Bangsa Brachycephalic adalah yang pertama tiba di India, melakukan perjalanan jauh dari Afrika. Di daratan India modern, hanya kelompok kecil masyarakat Brachycephalic, seperti Irulas, Kodar, Paniya, dan Kurumbas, tinggal di daerah kecil di India selatan dalam suku perbukitan. Mereka kebanyakan ditemukan di wilayah India di Kepulauan Andaman dan Nicobar. Kelompok orang berikutnya yang tiba di India adalah orang Austrics, yang merupakan kelompok yang membuka jalan bagi fondasi modern bagi peradaban India. Mereka adalah orang pertama di India yang menanam sayur-mayur dan beras, serta membuat gula. Ada sangat sedikit Austrics yang ditemukan di India sekarang, tetapi bahasa mereka masih hidup di India Timur dan Tengah.

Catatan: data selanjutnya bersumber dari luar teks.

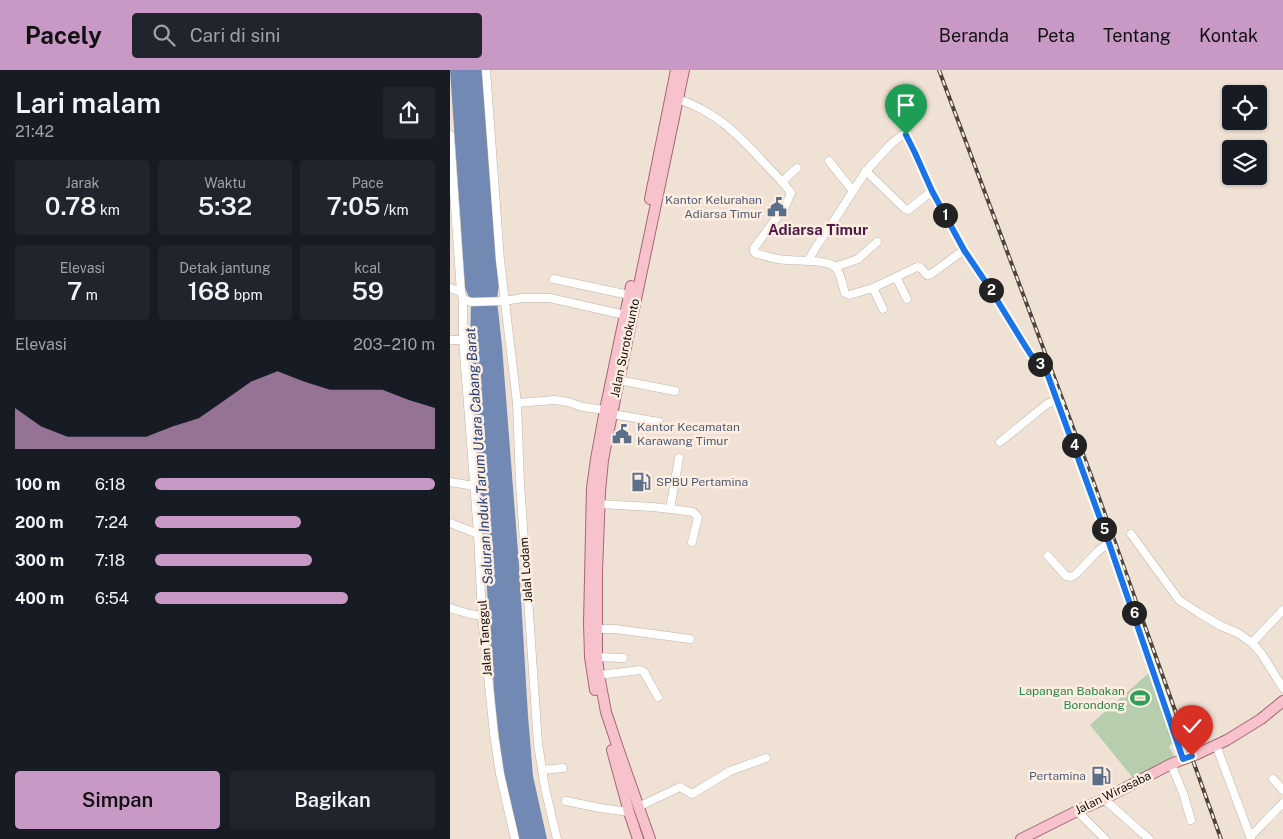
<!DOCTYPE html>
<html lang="id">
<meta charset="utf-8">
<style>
body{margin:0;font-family:"Public Sans",sans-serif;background:#20242c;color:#f1f3f6;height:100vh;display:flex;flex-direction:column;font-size:19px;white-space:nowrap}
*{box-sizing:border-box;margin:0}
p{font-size:16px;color:#9ea1a6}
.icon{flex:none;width:28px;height:28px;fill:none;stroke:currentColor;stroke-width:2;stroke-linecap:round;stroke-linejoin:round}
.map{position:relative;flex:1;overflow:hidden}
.sheet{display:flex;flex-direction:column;background:#171b24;width:450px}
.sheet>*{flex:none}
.fabs{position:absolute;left:772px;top:15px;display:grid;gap:10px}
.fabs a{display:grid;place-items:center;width:45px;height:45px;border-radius:5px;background:#171b24;box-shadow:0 1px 4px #0004;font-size:25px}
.pin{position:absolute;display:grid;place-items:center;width:42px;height:42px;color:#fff;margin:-51px -21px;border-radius:50% 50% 50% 0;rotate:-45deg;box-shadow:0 0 5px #0007}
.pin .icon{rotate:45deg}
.km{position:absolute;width:25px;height:25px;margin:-12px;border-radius:50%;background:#222;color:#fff;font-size:14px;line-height:25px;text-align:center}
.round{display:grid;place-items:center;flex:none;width:52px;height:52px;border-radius:5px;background:#20242c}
.summary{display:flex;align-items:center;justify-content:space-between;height:85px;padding:0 15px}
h1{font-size:28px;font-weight:600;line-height:38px}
.stats{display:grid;grid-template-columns:repeat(3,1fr);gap:8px;height:85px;padding:5px 15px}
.stats div{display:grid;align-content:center;border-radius:5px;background:#20242c;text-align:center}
.stats b{font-size:25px;font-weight:600}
.stats small{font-size:14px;font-weight:400}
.stats p{font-size:14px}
.chart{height:140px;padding:10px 15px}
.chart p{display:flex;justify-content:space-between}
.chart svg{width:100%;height:90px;margin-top:5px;fill:#c999c6;opacity:.7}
.button{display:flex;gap:10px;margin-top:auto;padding:10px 15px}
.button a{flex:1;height:58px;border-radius:5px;background:#c999c6;color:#111;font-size:20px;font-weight:600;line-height:58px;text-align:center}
.button a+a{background:#20242c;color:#f1f3f6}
ul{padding:0 15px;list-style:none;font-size:16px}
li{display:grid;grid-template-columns:80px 60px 1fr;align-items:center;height:38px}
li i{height:12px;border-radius:6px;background:#c999c6}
header{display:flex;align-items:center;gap:30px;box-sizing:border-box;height:70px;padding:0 25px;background:#c999c6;color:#111}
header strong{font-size:24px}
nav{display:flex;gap:28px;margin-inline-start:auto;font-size:18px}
.search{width:350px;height:45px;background:#20242c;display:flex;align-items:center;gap:12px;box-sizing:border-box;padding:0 18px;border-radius:5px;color:#9ea1a6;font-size:19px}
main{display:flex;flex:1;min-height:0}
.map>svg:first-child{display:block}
</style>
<header>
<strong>Pacely</strong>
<div class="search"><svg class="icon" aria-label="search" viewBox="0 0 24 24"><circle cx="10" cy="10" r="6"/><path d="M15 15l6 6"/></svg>Cari di sini</div>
<nav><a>Beranda</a><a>Peta</a><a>Tentang</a><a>Kontak</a></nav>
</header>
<main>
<section class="sheet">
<div class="summary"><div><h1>Lari malam</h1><p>21:42</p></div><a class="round"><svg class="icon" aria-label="share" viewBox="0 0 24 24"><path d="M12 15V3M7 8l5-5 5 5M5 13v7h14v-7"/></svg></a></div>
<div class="stats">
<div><p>Jarak</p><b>0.78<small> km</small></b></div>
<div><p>Waktu</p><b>5:32</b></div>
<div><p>Pace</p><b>7:05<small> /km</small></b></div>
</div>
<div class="stats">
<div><p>Elevasi</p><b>7<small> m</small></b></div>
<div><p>Detak jantung</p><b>168<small> bpm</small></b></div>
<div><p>kcal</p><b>59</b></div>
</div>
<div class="chart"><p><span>Elevasi</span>203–210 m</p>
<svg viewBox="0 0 160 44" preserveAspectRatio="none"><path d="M0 44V24L10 33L20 38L30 38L40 38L50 38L60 33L70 29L80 20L90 11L100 6L110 11L120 15L130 15L140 15L150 20L160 24V44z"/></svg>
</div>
<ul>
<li><b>100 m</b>6:18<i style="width:100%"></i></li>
<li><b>200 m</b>7:24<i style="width:52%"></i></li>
<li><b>300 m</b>7:18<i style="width:56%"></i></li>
<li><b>400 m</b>6:54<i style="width:69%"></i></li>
</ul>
<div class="button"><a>Simpan</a><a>Bagikan</a></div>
</section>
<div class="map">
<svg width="833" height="769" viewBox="0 0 833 769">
<rect width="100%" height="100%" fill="#f0e1d5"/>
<!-- green -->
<polygon fill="#b6cdae" points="700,602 725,672 719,676 725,688 683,708 640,655"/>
<!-- water -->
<polygon fill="#7289b4" points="0,0 35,0 49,214 47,230 52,276 69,495 78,646 83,706 97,769 67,769 53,702 45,634 20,274 21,232 15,218"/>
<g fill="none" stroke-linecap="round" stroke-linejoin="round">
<defs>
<g id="minor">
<polyline points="36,0 50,190 67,333 70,413 88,674 95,718 107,769"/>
<path d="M 228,29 C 269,43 289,66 318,97 C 326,105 335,114 341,123 L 335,137 L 304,178 L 304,181 L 305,183 C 313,185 320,188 328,189 C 343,192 374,188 385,197 C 391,202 392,215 395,223 L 399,225 L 423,218 L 467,197 L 471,198 L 477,205 L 481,204 L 514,180"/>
<polyline points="0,65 11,222 13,229 13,270 28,464 32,546 40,625 44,664 50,704 65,769"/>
<polyline points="379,91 403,121"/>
<polyline points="416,101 455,139 458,140 482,121"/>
<polyline points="332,112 347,98"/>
<polyline points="358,191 366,177 387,146 416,101 441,74 452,65 455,64 465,83 482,121 514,180 539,217 574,274 581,285 595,298 597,303 659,473 733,689"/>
<polyline points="385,197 408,189 427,172"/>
<polyline points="446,207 457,229"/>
<polyline points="104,209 179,225"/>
<polyline points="0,218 11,222"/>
<polyline points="423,218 433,239"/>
<polyline points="13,229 21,232 55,231 72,228 100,228 175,245"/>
<polyline points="0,270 13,270"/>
<polyline points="168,310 225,321"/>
<polyline points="67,333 105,330 118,332 133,337 155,340"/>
<polyline points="162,344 209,352"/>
<polyline points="550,372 597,334 607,330"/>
<polyline points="0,412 24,416"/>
<polyline points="150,434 202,437 221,439 243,442 248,447 242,472"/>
<polyline points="220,439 229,388"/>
<polyline points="0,453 28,464"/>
<polyline points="681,464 729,530 749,543 771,556 788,563 802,573 811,583 833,618"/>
<polyline points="598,486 616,506 621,507 625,505 648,481 659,473"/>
<polyline points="0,538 20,544 32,546"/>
<polyline points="148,559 165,559 240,569"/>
<polyline points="802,573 833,540"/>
<polyline points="147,587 173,588"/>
<polyline points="149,605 190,600 194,602 208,627"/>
<polyline points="766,675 801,769"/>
<polyline points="721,694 733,723 741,750"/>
<polyline points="92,700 113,698"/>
<polyline points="823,709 833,720"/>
<polyline points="654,729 699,769"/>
<polyline points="116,731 150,738 179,742"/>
<polyline points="188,737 230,717 242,724 280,701 316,688"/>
<polyline points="627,741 655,769"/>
<polyline points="801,766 833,733"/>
</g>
<g id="major">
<polyline points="200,129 226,0"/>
<polyline points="145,620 140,587 139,553 142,418 146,389 155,340 181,216"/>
<polyline points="162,680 179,742 188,769"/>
<polyline points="200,769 169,681 156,642 149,605 147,587 147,502 150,422 153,390 162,344 234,0"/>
<polyline points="571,769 627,741 654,729 721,694 745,685 777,670 811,649 833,631"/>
</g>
</defs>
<!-- minor casing -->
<use href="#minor" stroke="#c1b3a7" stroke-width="9"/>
<!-- major casing -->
<use href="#major" stroke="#a46873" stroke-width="12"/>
<!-- minor -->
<use href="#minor" stroke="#fff" stroke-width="8"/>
<!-- major -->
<use href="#major" stroke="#f8c2cd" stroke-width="10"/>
<defs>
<polyline id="rail" points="489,0 642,408 771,769"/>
</defs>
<!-- rail casing -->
<use href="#rail" stroke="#4d463f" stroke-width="4"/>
<!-- rail -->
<use href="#rail" stroke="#feeee2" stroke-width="2" stroke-dasharray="5.5" stroke-linecap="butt"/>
</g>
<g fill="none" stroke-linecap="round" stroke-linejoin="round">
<defs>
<polyline id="route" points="456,65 465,83 482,121 514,180 539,217 574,274 581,285 595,298 597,303 659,473 733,689 742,686"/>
</defs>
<!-- route casing -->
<use href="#route" stroke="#fff" stroke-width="10"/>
<!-- route -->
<use href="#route" stroke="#1a73e8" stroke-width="6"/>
</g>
<!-- icons -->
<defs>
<symbol id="civic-bare" viewBox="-9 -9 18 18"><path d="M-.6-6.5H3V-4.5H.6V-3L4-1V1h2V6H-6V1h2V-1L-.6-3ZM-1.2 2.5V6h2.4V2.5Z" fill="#5c6f8a" stroke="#feeee2" stroke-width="2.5" paint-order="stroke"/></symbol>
<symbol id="fuel-bare" viewBox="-9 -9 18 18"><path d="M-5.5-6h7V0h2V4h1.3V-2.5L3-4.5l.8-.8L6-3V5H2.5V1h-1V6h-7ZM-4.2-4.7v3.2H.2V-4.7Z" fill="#5c6f8a" stroke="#feeee2" stroke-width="2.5" paint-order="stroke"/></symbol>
<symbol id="stadium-bare" viewBox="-9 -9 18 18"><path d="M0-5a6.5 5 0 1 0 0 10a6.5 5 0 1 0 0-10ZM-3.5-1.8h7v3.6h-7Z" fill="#2e9e5b" stroke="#feeee2" stroke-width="2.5" paint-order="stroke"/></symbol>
</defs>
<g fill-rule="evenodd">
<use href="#civic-bare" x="313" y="123" width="28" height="28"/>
<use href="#civic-bare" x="158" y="350" width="28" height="28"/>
<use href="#fuel-bare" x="177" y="398" width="28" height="28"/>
<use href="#stadium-bare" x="676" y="614" width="28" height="28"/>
<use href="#fuel-bare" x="637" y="692" width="28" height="28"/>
</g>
<g text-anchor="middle" stroke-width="5" stroke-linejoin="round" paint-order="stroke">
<!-- service labels -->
<g font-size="12" fill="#4e5e75" stroke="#feeee2" text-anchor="end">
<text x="312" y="134">Kantor Kelurahan<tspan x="312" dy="14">Adiarsa Timur</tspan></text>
<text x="187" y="361" text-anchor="start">Kantor Kecamatan<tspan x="187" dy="14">Karawang Timur</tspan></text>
<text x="206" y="416" text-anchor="start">SPBU Pertamina</text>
<text x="636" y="710">Pertamina</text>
</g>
<!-- street labels -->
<g font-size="12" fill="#120d09" stroke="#feeee2">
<text transform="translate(175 278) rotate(-78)" y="4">Jalan Surotokunto</text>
<text transform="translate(76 500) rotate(-94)" y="4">Jalal Lodam</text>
<text transform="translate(35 568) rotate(-94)" y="4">Jalan Tanggul</text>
<text transform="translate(663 723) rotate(-26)" y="4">Jalan Wirasaba</text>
</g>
<!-- leisure labels -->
<g font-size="12" fill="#27864d" stroke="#feeee2" text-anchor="end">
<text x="675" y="625">Lapangan Babakan<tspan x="675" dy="14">Borondong</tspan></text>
</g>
<!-- water labels -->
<g font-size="14" font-style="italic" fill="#244078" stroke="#feeee2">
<text transform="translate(29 386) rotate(-94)" y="5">Saluran Induk Tarum Utara Cabang Barat</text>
</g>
<!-- quarter labels -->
<g font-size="15" font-weight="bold" fill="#501b49" stroke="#feeee2">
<text x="368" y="165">Adiarsa Timur</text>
</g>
</g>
</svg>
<div class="fabs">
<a><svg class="icon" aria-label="locate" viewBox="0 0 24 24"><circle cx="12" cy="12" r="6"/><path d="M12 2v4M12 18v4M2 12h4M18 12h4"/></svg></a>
<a><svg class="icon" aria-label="layers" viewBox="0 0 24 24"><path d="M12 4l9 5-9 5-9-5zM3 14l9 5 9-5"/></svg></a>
</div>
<div class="pin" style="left:456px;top:65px;background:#1e9e55"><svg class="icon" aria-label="arrive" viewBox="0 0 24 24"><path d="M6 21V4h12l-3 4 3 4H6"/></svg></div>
<div class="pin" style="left:742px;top:686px;background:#d93025"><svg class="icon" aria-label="check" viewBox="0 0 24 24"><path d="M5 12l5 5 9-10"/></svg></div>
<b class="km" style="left:495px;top:145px">1</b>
<b class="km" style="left:541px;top:220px">2</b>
<b class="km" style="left:590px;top:294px">3</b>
<b class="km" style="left:624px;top:375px">4</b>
<b class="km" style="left:654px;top:459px">5</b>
<b class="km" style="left:684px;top:543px">6</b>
</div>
</main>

Mongoloids ditemukan di berbagai negara bagian di bagian timur laut India, serta di wilayah utara di negara bagian Ladakh, sebagian Benggala Barat, dan Sikkim. Kelompok minoritas terakhir di India adalah Brachycephals Barat yang sebagian besar tinggal di bagian barat India yaitu daerah-daerah seperti Kashmir, Gujarat, Tamil Nadu dan Maharashtra.